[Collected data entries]
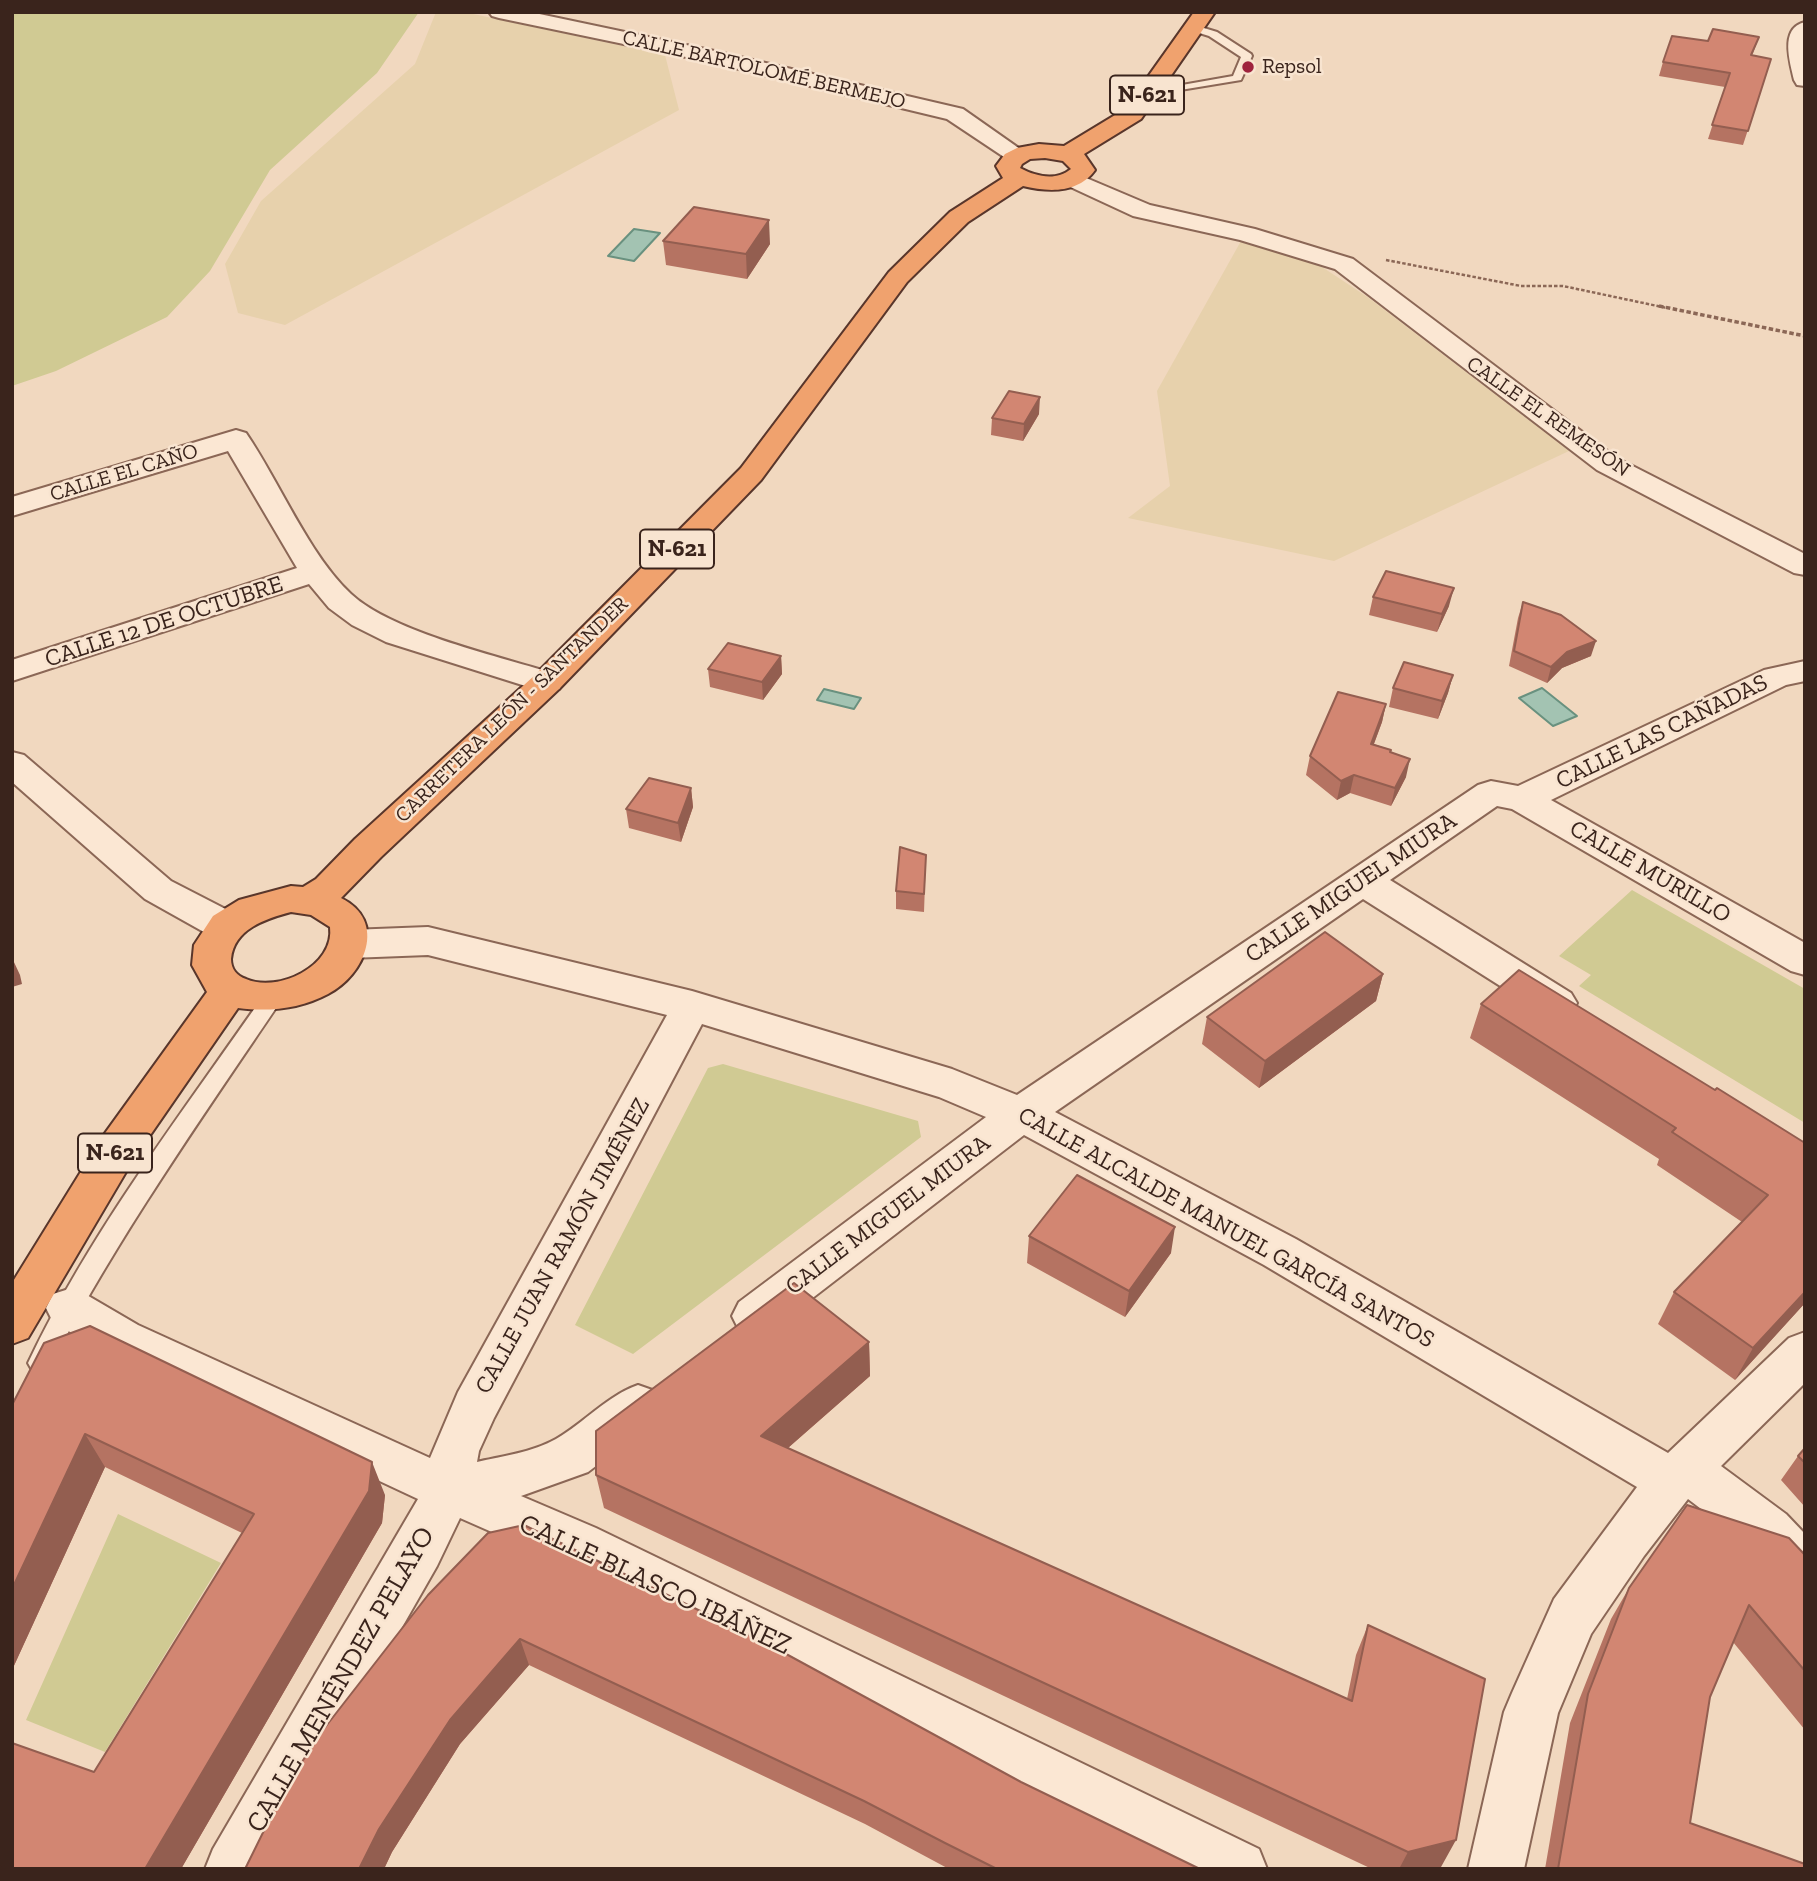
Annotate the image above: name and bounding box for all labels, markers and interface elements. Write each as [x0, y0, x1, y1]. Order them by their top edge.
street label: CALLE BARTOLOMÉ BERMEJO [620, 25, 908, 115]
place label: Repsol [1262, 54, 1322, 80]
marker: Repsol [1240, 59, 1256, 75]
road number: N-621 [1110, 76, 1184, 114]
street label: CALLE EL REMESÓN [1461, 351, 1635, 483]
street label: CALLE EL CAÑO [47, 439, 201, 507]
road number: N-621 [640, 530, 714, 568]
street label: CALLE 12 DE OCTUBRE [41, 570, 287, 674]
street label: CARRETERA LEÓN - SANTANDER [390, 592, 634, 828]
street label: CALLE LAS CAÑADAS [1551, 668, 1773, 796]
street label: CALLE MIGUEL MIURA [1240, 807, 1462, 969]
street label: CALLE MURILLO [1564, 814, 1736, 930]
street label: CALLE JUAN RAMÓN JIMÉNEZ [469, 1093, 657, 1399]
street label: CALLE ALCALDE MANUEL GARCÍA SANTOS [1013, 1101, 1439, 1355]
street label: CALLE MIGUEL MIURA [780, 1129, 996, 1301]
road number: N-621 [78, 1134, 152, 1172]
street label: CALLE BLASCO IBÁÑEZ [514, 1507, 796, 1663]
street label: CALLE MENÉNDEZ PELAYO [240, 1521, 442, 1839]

__Problem requirements__: Keep the pictures out and transcribe the entries exactly.

__Reply to the task__:
Annotate the image above: name and bounding box for all labels, markers and interface elements. Write each as [x0, y0, x1, y1]. Order them by their top edge.
street label: CALLE BARTOLOMÉ BERMEJO [620, 25, 908, 115]
place label: Repsol [1262, 54, 1322, 80]
marker: Repsol [1240, 59, 1256, 75]
road number: N-621 [1110, 76, 1184, 114]
street label: CALLE EL REMESÓN [1461, 351, 1635, 483]
street label: CALLE EL CAÑO [47, 439, 201, 507]
road number: N-621 [640, 530, 714, 568]
street label: CALLE 12 DE OCTUBRE [41, 570, 287, 674]
street label: CARRETERA LEÓN - SANTANDER [390, 592, 634, 828]
street label: CALLE LAS CAÑADAS [1551, 668, 1773, 796]
street label: CALLE MIGUEL MIURA [1240, 807, 1462, 969]
street label: CALLE MURILLO [1564, 814, 1736, 930]
street label: CALLE JUAN RAMÓN JIMÉNEZ [469, 1093, 657, 1399]
street label: CALLE ALCALDE MANUEL GARCÍA SANTOS [1013, 1101, 1439, 1355]
street label: CALLE MIGUEL MIURA [780, 1129, 996, 1301]
road number: N-621 [78, 1134, 152, 1172]
street label: CALLE BLASCO IBÁÑEZ [514, 1507, 796, 1663]
street label: CALLE MENÉNDEZ PELAYO [240, 1521, 442, 1839]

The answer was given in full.